In an attempt to identify the best treatment for pregnant women with cardiac-valve prostheses who are receiving oral anticoagulants, we studied 72 pregnancies prospectively. In 23 pregnancies (Group I), the coumarin derivative acenocoumarol was discontinued and the patients received 5,000 U of subcutaneous heparin every 12 hours from the 6th to the 12th week of gestation, in 12 pregnancies (Group II), heparin was not substituted for the coumarin derivative until after the 7th week, and in 37 pregnancies, detected after the first trimester (Group III), the coumarin derivative was given throughout gestation. In most patients heparin was again substituted for the oral anticoagulant after the 38th week. Three mothers had thrombosis of a tilting-disk mitral prosthesis (two cases were fatal) during heparin treatment. No differences were found in the rates of spontaneous abortion in the three groups. Coumarin embryopathy occurred in 25 percent and 29.6 percent of the pregnancies in Groups II and III, respectively.
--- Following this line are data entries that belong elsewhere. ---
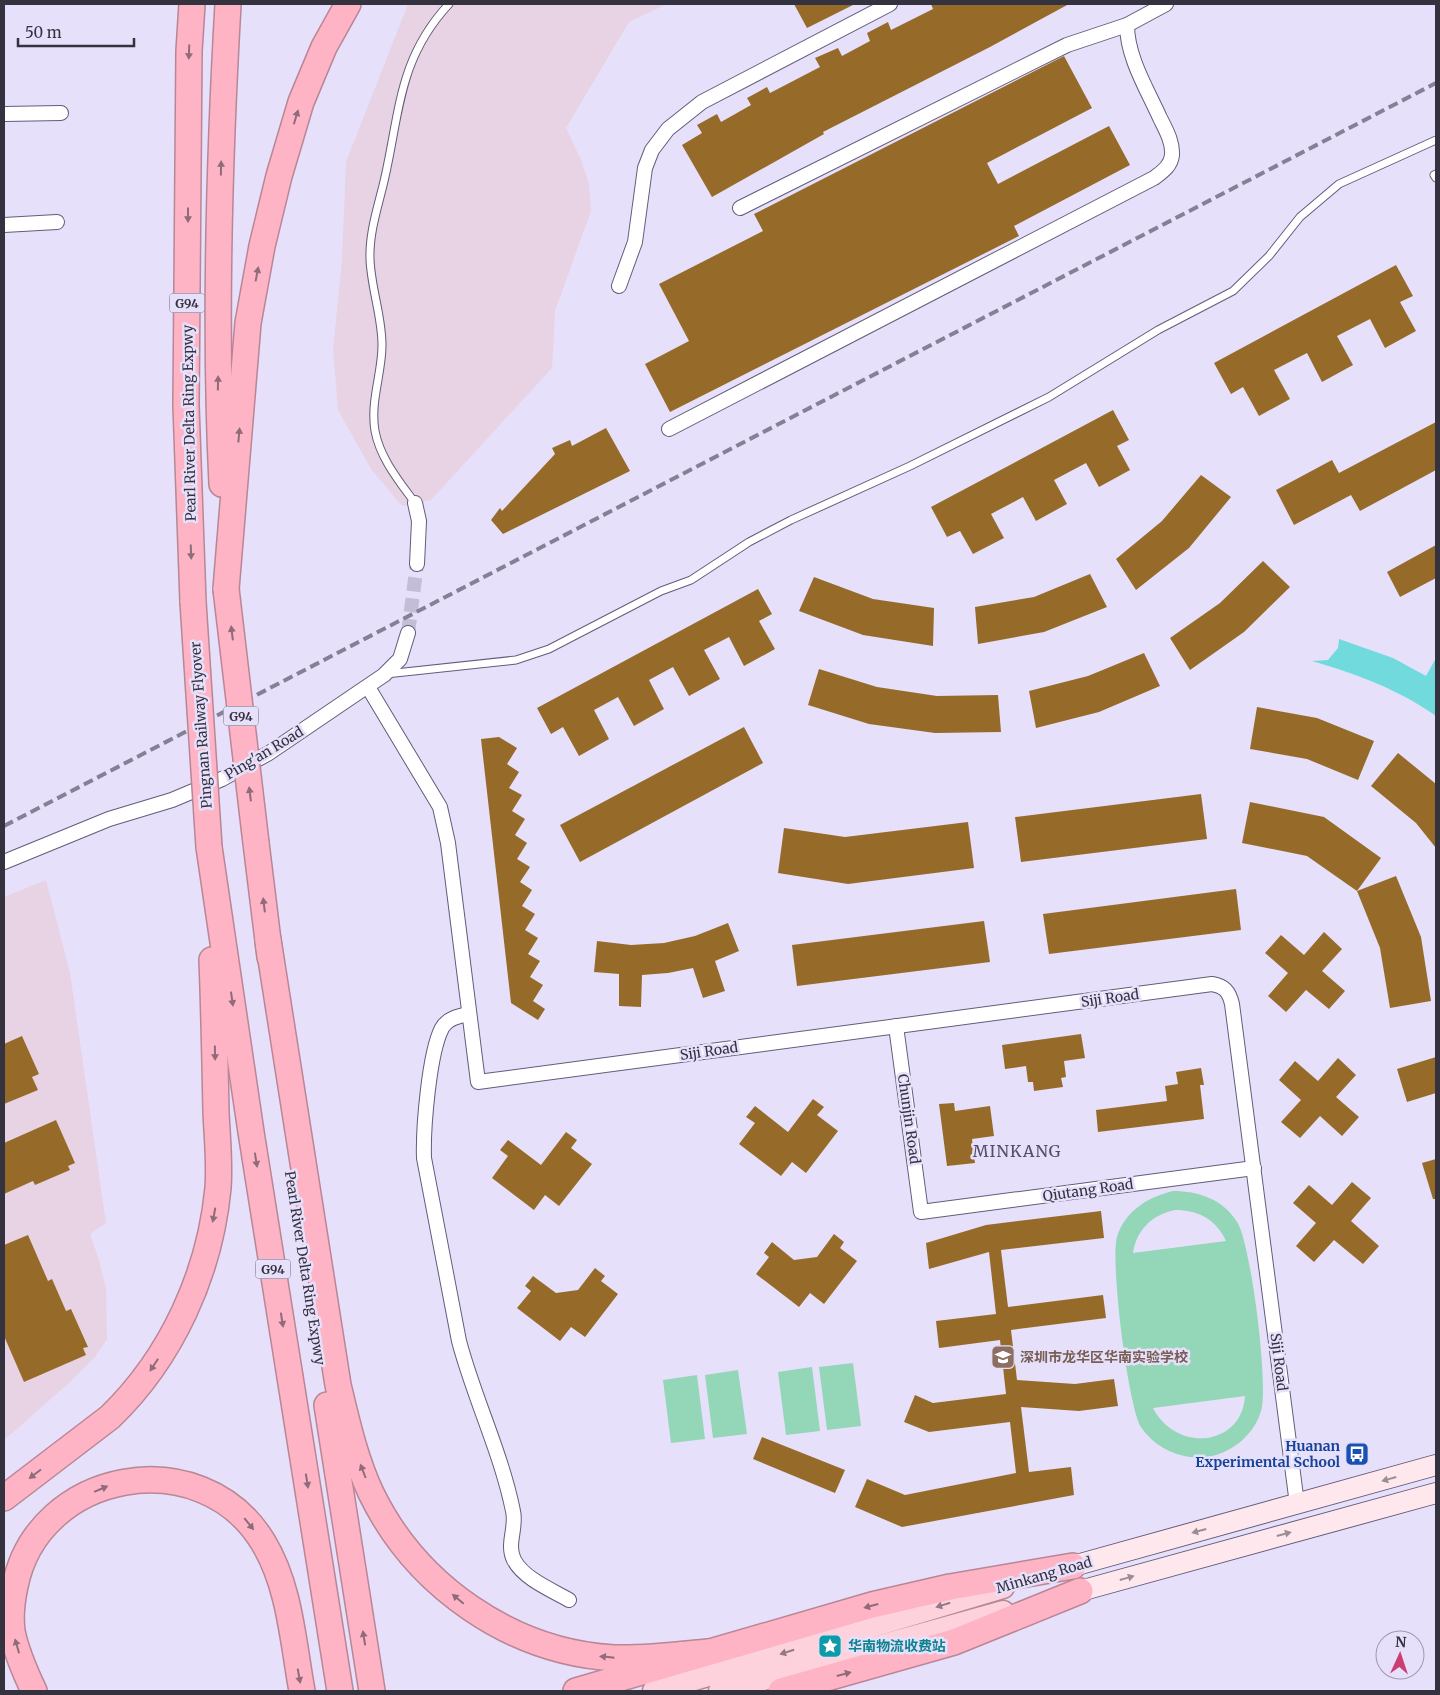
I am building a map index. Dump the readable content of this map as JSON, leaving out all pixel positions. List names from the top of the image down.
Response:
{
  "streets": {
    "highway": ["G94", "Pearl River Delta Ring Expwy", "Pingnan Railway Flyover"],
    "main road": ["Minkang Road"],
    "street": [
      "Ping'an Road",
      "Siji Road",
      "Chunjin Road",
      "Qiutang Road"
    ]
  },
  "crossings": [
    ["G94", "Pingnan Railway Flyover"],
    ["Pearl River Delta Ring Expwy", "Pingnan Railway Flyover"],
    ["Siji Road", "Chunjin Road"],
    ["Siji Road", "Qiutang Road"],
    ["Siji Road", "Minkang Road"],
    ["Chunjin Road", "Qiutang Road"]
  ],
  "districts": ["MINKANG"],
  "places": {
    "school or university": ["深圳市龙华区华南实验学校"],
    "bus stop": ["Huanan Experimental School"],
    "place": ["华南物流收费站"]
  },
  "scale_bar": "50 m",
  "north": "top"
}
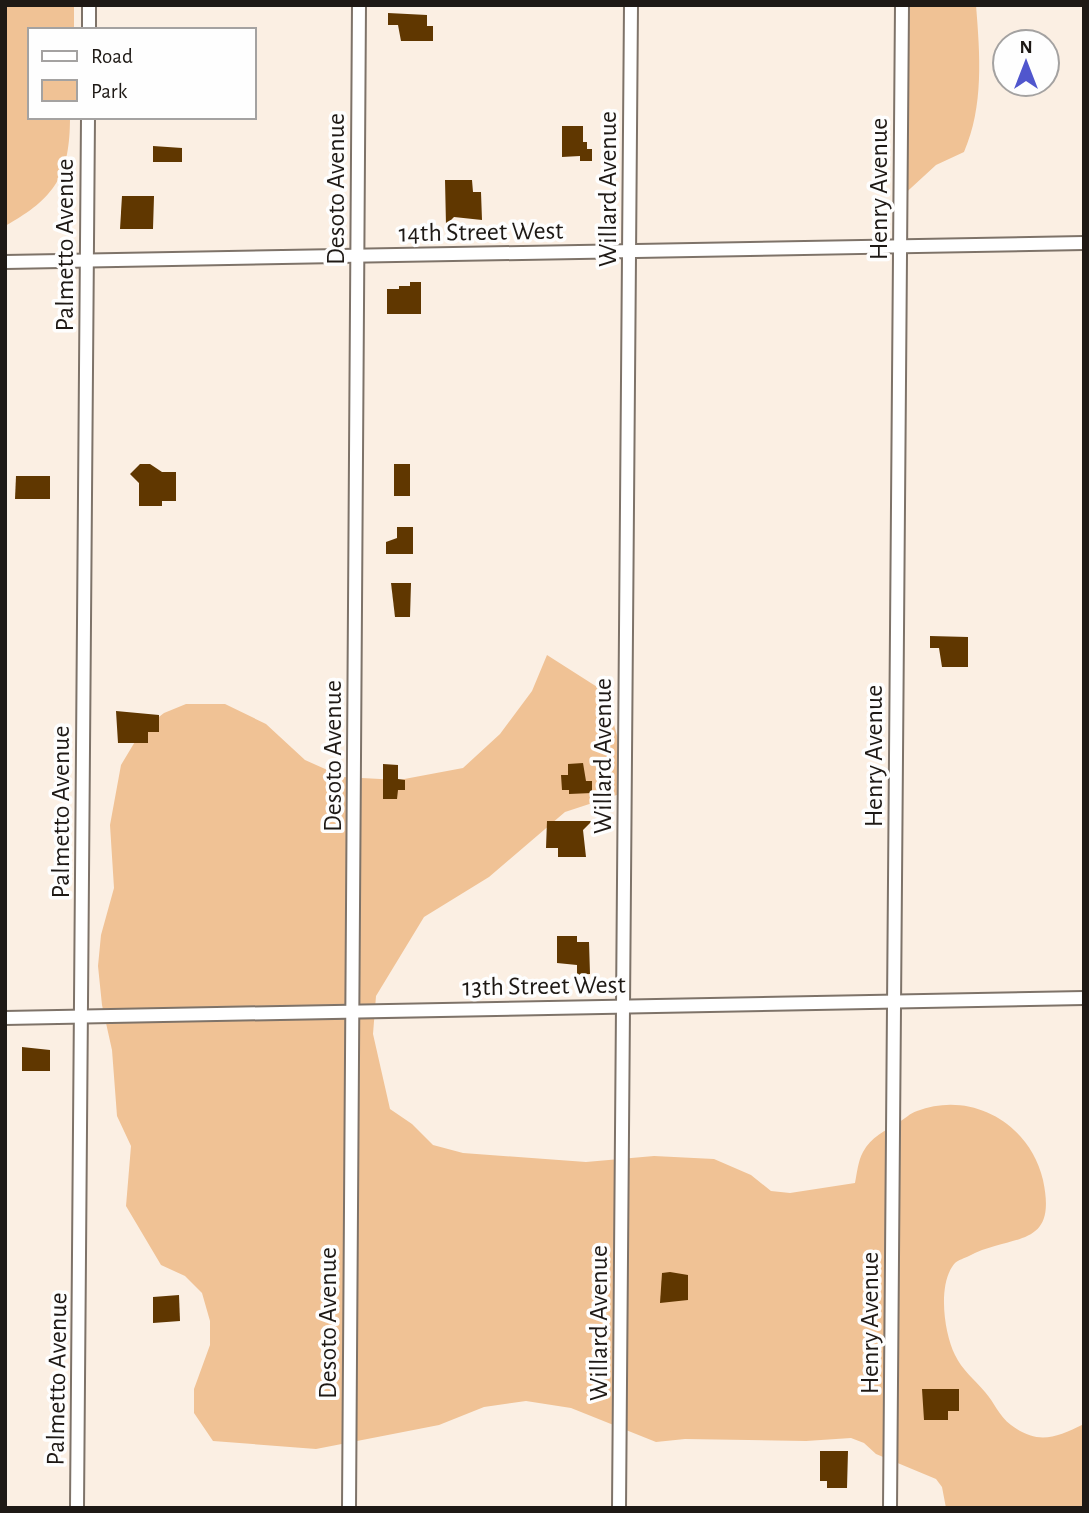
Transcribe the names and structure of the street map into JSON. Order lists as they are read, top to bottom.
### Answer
{
  "streets": {
    "street": [
      "Desoto Avenue",
      "Willard Avenue",
      "Henry Avenue",
      "14th Street West",
      "Palmetto Avenue",
      "13th Street West"
    ]
  },
  "crossings": [
    ["Desoto Avenue", "14th Street West"],
    ["Desoto Avenue", "13th Street West"],
    ["Willard Avenue", "14th Street West"],
    ["Willard Avenue", "13th Street West"],
    ["Henry Avenue", "14th Street West"],
    ["Henry Avenue", "13th Street West"],
    ["14th Street West", "Palmetto Avenue"],
    ["Palmetto Avenue", "13th Street West"]
  ],
  "legend": ["Road", "Park"],
  "north": "top"
}
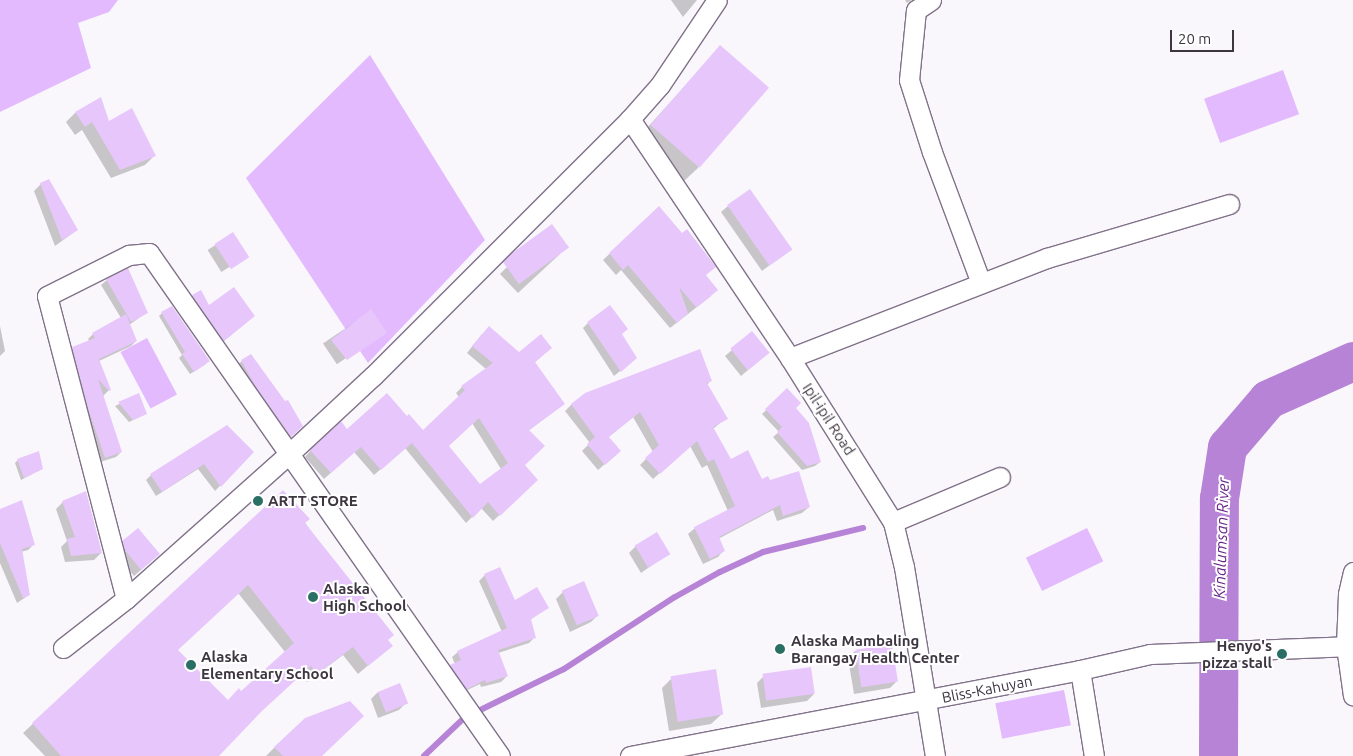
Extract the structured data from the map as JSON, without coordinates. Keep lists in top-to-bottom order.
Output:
{
  "streets": {
    "street": ["Ipil-ipil Road", "Bliss-Kahuyan"]
  },
  "crossings": [
    ["Ipil-ipil Road", "Bliss-Kahuyan"]
  ],
  "water": ["Kinalumsan River"],
  "places": [
    "ARTT STORE",
    "Alaska High School",
    "Alaska Mambaling Barangay Health Center",
    "Henyo's pizza stall",
    "Alaska Elementary School"
  ],
  "scale_bar": "20 m"
}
We conclude that in the second and third trimesters of pregnancy, coumarin derivatives provide effective protection against thromboembolism while causing few fetopathic effects, but that these agents are contraindicated from the 6th to the 12th weeks of gestation. Low-dose heparin does not protect against prosthetic-valve thrombosis, and the possibility that a larger dose might be more effective requires further exploration.